The prompt pattern I now run on every batch

This is the prompt I send Claude on any new batch of generated pages, and run three to ten times in a row before shipping:

Screenshot of a prompt asking Claude to re-audit the tabiji health pages with four reviewer personas: copyeditor (writing style, grammar, spelling), designer (UI/UX patterns, ads), coder (technical issues, broken links/images), and marketing (page goals toward travel safety series, SEO, visibility). Concludes with: prioritize items by impact, confidence, and ease — report on findings after a 3x audit.
Four reviewers, each with their own goals, all looking at the same pages. Run three to ten times before shipping.

The premise: a single AI reviewer pass misses things in roughly the same shape as the original generation. A copyeditor cares about grammar and consistency. A designer cares about UI/UX patterns and broken links. A coder cares about structure and references. A marketing brain cares about goal-orientation, SEO, and visibility. Each persona finds different things.

Looping the same audit three to ten times with different priority orderings catches more than running once with a long checklist — the model fixates on the first few items it sees, so the persona ordering matters as much as the personas themselves. I haven’t found a way to reach zero errors with this. I have found a way to roughly halve them on each pass.

You’ll ship some errors anyway

Even with the lint rules, sweep scripts, and 3–10x audit loops, errors slip. I’ve shipped fifty cleanup PRs in five weeks and there are more queued. That’s not a failure of the process — it’s a property of the medium. Generative AI at scale is statistical. The error rate trends down with each guardrail; it doesn’t go to zero.

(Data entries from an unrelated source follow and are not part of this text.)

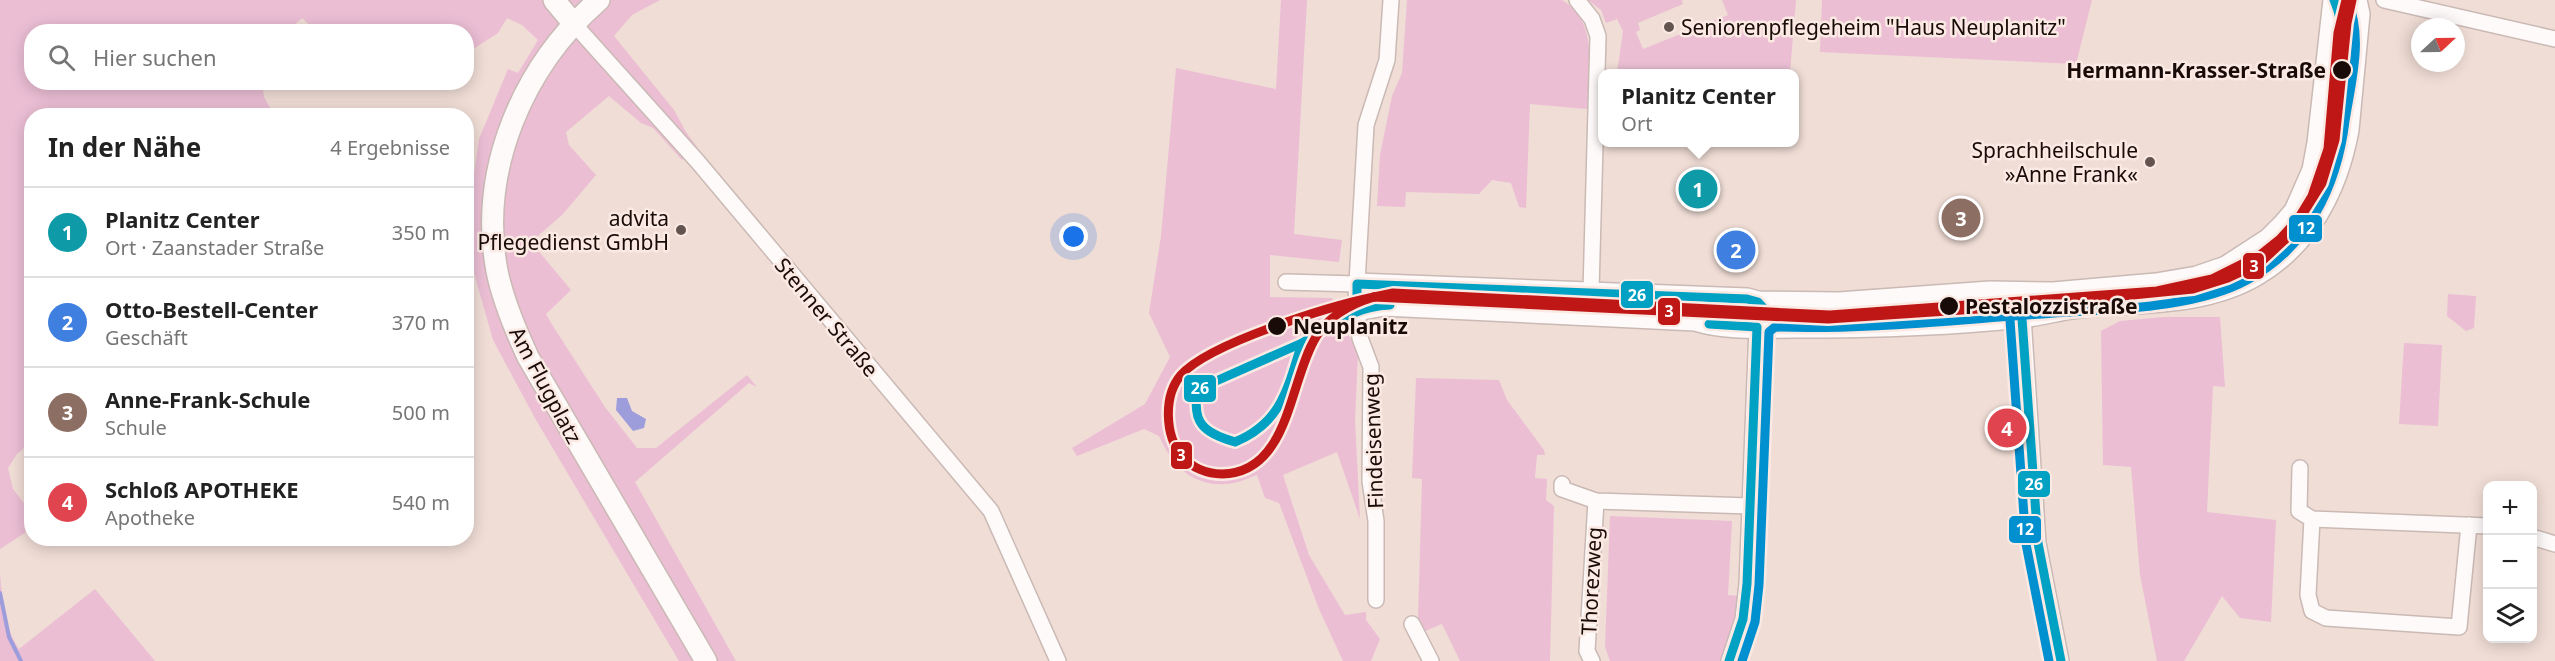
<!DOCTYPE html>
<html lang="de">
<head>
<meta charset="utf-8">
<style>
	body { margin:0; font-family:"Noto Sans",sans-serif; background:#f2f2f2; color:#222 }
	.controls { position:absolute; right:18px; bottom:18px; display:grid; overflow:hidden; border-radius:12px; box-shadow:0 3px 15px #0003 }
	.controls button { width:54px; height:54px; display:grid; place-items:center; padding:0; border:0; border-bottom:2px solid #e0e0e0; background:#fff; color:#222; font:30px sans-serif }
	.compass { position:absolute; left:2411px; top:18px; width:54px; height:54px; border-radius:50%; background:#fff; box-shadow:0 3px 15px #0003; rotate:68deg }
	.you { position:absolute; left:1074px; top:237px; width:21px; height:21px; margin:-15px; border:4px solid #fff; border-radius:50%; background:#1a73e8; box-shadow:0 0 0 9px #1a73e833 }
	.badge { display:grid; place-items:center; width:39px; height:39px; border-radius:50%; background:#64544f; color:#fff; font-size:20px; font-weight:700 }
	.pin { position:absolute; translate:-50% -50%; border:3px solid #fff; box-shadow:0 2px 6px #0006 }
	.popup { position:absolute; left:1598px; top:69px; width:201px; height:78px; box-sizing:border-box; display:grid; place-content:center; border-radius:12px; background:#fff; filter:drop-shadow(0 2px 4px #0005); font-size:20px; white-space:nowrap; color:#767676 }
	.popup b { font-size:22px; color:#222 }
	.popup::after { content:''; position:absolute; left:50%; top:100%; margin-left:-12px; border:12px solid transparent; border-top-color:#fff }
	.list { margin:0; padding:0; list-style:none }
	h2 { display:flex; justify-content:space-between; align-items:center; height:78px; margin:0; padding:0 24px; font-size:26px }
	h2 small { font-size:20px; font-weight:400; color:#767676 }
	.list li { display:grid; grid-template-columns:39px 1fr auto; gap:18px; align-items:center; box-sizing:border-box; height:90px; padding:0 24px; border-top:2px solid #e0e0e0 }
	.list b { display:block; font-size:22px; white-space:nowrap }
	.list p { margin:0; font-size:20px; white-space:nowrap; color:#767676 }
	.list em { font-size:20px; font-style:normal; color:#767676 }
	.icon { flex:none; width:33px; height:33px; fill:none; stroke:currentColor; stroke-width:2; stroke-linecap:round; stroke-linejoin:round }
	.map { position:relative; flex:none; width:2555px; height:661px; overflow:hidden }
	.search { position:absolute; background:#fff; box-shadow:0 3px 15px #0003; left:24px; top:24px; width:450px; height:66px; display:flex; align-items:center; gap:15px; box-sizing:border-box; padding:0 21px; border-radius:24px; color:#767676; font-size:22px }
	.panel { position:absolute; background:#fff; box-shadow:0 3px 15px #0003; left:24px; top:108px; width:450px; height:438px; border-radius:24px }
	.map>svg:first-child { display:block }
	.green { fill:#ebbed4 }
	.water { fill:#9d9ddc }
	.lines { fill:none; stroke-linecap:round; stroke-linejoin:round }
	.stream { stroke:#9d9ddc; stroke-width:4 }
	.street-casing { stroke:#cab9b4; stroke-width:18 }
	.secondary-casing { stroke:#cab9b4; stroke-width:24 }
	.street { stroke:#fdfaf9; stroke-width:15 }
	.secondary { stroke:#fdfaf9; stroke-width:21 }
	.bus-1-casing { stroke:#fbe9e3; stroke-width:14 }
	.bus-2-casing { stroke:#fbe9e3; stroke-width:14 }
	.bus-1 { stroke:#01a1c4; stroke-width:9 }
	.bus-2 { stroke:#008fcf; stroke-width:9 }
	.tram-1-casing { stroke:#fbe9e3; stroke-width:14 }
	.tram-1 { stroke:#be1716; stroke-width:9 }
	.poi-dot { fill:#64544f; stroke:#fbe9e3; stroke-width:2 }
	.stop-dot { fill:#190b07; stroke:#fbe9e3; stroke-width:2 }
	.labels { text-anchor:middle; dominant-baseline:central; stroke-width:5; stroke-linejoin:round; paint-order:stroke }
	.poi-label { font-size:21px; fill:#190b07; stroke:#fbe9e3; text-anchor:end }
	.stop-label { font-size:21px; font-weight:bold; fill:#190b07; stroke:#fbe9e3; text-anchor:start }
	.street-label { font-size:21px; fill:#190b07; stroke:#fbe9e3 }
	.line-badge { stroke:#fbe9e3; stroke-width:2 }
	.badge-label { font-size:16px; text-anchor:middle; font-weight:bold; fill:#fff }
</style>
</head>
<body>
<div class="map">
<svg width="2555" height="661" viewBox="0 0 2555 661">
	<rect width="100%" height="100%" fill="#f0ddd6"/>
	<g class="green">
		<path d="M0,0H660L632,15L614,36L674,110L686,132L697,147L682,160L653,128L641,123L609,96L566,132L569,145L596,175L562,215L531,242L571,290L546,314L551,323L605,407L637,448H656L747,375L757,387L749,383L635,482L736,661H679L536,420L493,340L474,273L470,203L479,139L508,69L518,73L538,40L522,25L507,18L498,33L467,53L466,32L316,31L302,18L287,32H32V82L262,83L264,97L274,115L32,116L31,442L17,454L8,468L13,489L31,512V529L0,549Z"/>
		<path d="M1281,0H1307L1294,234L1342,240L1339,262L1270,255V297L1332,298L1358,355L1355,420L1360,519L1337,452L1283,475L1309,555L1345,615L1366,612V620L1380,639L1371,661H1343L1319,609L1279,503L1265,498L1257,475C1248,478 1236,484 1226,484C1191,486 1172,465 1159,436L1144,429L1077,456L1072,448L1145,404L1170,357L1149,313L1161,236L1176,68L1276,89Z"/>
		<path d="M1407,0H1562C1600,23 1588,71 1587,109L1530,104L1526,208L1519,207L1511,183L1492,180L1479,194L1406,192L1405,207L1377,206L1380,155L1392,96L1402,73Z"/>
		<path d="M1588,0H1682L1683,4L1638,23L1640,30L1636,32L1643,49L1728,15L1722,0H1796L1790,73H1617L1623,31L1617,19L1606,23L1601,10Z"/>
		<path d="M1822,0H2092L2076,64L1820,52Z"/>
		<path d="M2448,294L2476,296L2474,328L2466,331L2447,316Z"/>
		<path d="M2164,317H2220L2225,387L2213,386L2207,512L2276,520L2271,622L2240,618L2222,596L2184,661H2157L2140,575L2131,467L2103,465L2101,331L2120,321Z"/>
		<path d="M2404,343L2442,345L2438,426L2399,424Z"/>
		<path d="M1416,378L1499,380L1507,400L1544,450L1545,455H1537L1535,478L1547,479L1546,500L1554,506L1550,661H1460L1442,624L1423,632L1418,620L1422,479L1412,478Z"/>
		<path d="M1610,516L1732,521L1728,595L1740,596L1734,635L1720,661H1610L1605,647Z"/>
		<path d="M0,575C3,601 4,627 19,649L95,589L155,661H0Z"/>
	</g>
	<path class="water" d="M617,398H627L632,411L646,419L644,428L633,431L616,410Z"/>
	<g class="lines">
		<path class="stream" d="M0,593L9,637L21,661"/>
		<g class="street-casing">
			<g id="street">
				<path d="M1577,0L1592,19L1598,36L1591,291"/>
				<path d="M2384,0L2555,39"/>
				<path d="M574,24L698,162L991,511L1058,661"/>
				<path d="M1286,282L1357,284"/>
				<path d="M2023,317L2038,543L2061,661"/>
				<path d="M2300,468L2299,511L2312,519L2488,526"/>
				<path d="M1562,484V489L1596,501L1750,506"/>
				<path d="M2312,519L2308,595L2312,611L2326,618L2459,627L2469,525"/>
				<path d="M2532,537L2555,544"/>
				<path d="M1376,600V521L1370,481L1371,367L1360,338L1356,300L1366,125L1387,60L1391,0"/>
				<path d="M1412,624L1431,661"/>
				<path d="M1592,661L1587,651L1596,501"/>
				<path d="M1729,661L1743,619L1747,584L1757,327"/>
			</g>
		</g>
		<g class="secondary-casing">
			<g id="secondary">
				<path d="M554,0L574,24"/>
				<path d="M599,0C523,66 478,170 497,271C503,301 515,329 528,357L706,661"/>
				<path d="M1357,284L1747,299L1758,302L1839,303L1990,292L2053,293L2156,284L2197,277L2226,267L2269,239L2283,225L2295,211L2313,170L2318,143L2334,0"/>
				<path d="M1357,310L1384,305L1695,320C1727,330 1762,327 1795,327C1870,327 1946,325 2021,317C2041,315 2060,309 2079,307C2139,301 2203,306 2256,275C2309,244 2337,189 2348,130L2359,14L2356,0"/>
			</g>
		</g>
		<use href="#street" class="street"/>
		<use href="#secondary" class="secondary"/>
		<g class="bus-1-casing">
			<g id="bus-1">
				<path d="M2021,305L2038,543L2061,661"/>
				<path d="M1357,310V284L1747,299L1758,302L1770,315C1867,318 1964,308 2060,300C2117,296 2193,298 2242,269C2298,238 2325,182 2333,120C2339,80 2351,38 2334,0"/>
				<path d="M1709,324L1757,327L1747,584L1743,619L1729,661"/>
				<path d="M1302,343C1288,387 1282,423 1235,442C1204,433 1191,423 1198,389Z"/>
				<path d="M1302,343C1332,325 1354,306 1390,305"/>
			</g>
		</g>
		<g class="bus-2-casing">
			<g id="bus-2">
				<path d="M2009,306L2026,544L2049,661"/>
				<path d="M1742,661L1755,622L1759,585L1769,332L1775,327C1864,330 1953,320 2042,314C2104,309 2192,310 2247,280C2308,248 2337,186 2345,121C2351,82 2364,37 2347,0"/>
			</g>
		</g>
		<use href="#bus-1" class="bus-1"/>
		<use href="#bus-2" class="bus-2"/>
		<g class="tram-1-casing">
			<g id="tram-1">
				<path d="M1374,297L1828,319L2022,306L2193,289L2228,278L2260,263L2289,236L2322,183L2335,140L2347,23L2352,0"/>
				<path d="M1374,297C1351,304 1329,315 1316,337C1289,380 1290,473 1222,474C1207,474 1192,468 1182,456C1165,436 1163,396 1181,375C1209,343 1331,306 1374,297Z"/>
				<path d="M1374,297L1393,293L1830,315L2157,291L2212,279L2260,255L2280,239L2298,219L2312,196L2328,149L2338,33L2346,0"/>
			</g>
		</g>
		<use href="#tram-1" class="tram-1"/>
	</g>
	<g class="poi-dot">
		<circle cx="1669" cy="27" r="6"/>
		<circle cx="2150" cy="162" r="6"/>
		<circle cx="681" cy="230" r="6"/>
	</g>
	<g class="stop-dot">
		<circle cx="2342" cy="70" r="10"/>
		<circle cx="1949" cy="306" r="10"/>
		<circle cx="1277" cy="326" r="10"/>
	</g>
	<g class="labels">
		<g class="poi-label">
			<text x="1681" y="27" text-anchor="start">Seniorenpflegeheim "Haus Neuplanitz"</text>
			<text x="2138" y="150">Sprachheilschule<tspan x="2138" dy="24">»Anne Frank«</tspan></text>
			<text x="669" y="218">advita<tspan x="669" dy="24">Pflegedienst GmbH</tspan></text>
		</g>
		<g class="stop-label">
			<text x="2326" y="70" text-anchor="end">Hermann-Krasser-Straße</text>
			<text x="1965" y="306">Pestalozzistraße</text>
			<text x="1293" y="326">Neuplanitz</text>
		</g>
		<g class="street-label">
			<text transform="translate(827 317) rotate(50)">Stenner Straße</text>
			<text transform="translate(546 385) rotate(62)">Am Flugplatz</text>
			<text transform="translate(1373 441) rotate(-92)">Findeisenweg</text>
			<text transform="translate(1591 581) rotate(-87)">Thorezweg</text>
		</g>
	</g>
	<g class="line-badge">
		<rect x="2288" y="214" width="35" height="29" rx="6" fill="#008fcf"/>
		<rect x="2242" y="252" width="23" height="28" rx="6" fill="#be1716"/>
		<rect x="1620" y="280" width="34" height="29" rx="6" fill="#01a1c4"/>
		<rect x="1657" y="297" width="24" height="29" rx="6" fill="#be1716"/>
		<rect x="1183" y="374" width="34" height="29" rx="6" fill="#01a1c4"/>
		<rect x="1170" y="441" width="23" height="29" rx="6" fill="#be1716"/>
		<rect x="2017" y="470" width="34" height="28" rx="6" fill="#01a1c4"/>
		<rect x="2008" y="515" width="34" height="29" rx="6" fill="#008fcf"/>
	</g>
	<g class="badge-label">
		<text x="2306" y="234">12</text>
		<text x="2254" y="272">3</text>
		<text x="1637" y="301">26</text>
		<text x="1669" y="317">3</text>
		<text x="1200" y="394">26</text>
		<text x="1181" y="461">3</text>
		<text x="2034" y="490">26</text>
		<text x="2025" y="535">12</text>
	</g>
</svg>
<div class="controls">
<button>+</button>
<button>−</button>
<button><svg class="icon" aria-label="layers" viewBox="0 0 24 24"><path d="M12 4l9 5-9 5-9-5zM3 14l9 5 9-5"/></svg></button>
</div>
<svg class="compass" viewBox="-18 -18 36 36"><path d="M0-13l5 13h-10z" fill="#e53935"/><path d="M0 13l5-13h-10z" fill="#767676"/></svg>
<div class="you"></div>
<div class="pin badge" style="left:1698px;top:189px;background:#0f9aa8">1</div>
<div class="popup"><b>Planitz Center</b>Ort</div>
<div class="pin badge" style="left:1736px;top:250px;background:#3f7fe0">2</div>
<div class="pin badge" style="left:1961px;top:218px;background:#8d6e63">3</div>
<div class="pin badge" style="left:2007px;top:428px;background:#e0444e">4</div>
<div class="search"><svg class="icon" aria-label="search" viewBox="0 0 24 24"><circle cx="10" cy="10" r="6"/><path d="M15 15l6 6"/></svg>Hier suchen</div>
<section class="panel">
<h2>In der Nähe<small>4 Ergebnisse</small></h2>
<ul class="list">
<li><span class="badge" style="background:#0f9aa8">1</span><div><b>Planitz Center</b><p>Ort · Zaanstader Straße</p></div><em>350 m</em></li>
<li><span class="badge" style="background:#3f7fe0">2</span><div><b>Otto-Bestell-Center</b><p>Geschäft</p></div><em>370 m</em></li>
<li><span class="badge" style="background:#8d6e63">3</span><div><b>Anne-Frank-Schule</b><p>Schule</p></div><em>500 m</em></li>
<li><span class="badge" style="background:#e0444e">4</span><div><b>Schloß APOTHEKE</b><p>Apotheke</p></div><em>540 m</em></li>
</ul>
</section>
</div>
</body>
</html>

If you’re scaling AI content, the realistic posture isn’t prevent all errors. It’s make sure the errors you ship are recoverable, and the audit catches them faster than the audience does. That means:

  1. Build the audit before the generator. Lint rules with hard fails. If your output can’t be checked mechanically, redesign the output until it can.
  2. Single source of truth, ruthlessly. Every duplicate is a future drift. Constants in shared files, _includes/, never copy-pasted.
  3. Loop the audit with different personas. One pass with a long checklist is worse than four passes with focused checklists.
  4. Plan for cleanup as a line item. Budget the fix-PRs into your roadmap. They are coming.
  5. Trust the audit, not the output. The post that confidently lists r/FoodPDX as a real subreddit reads exactly as well as one that lists a real subreddit. You can’t inspect generation quality by reading the output. You can only inspect it by re-auditing it.

The tools are getting better quickly. The errors are getting subtler in lockstep. Plan for both.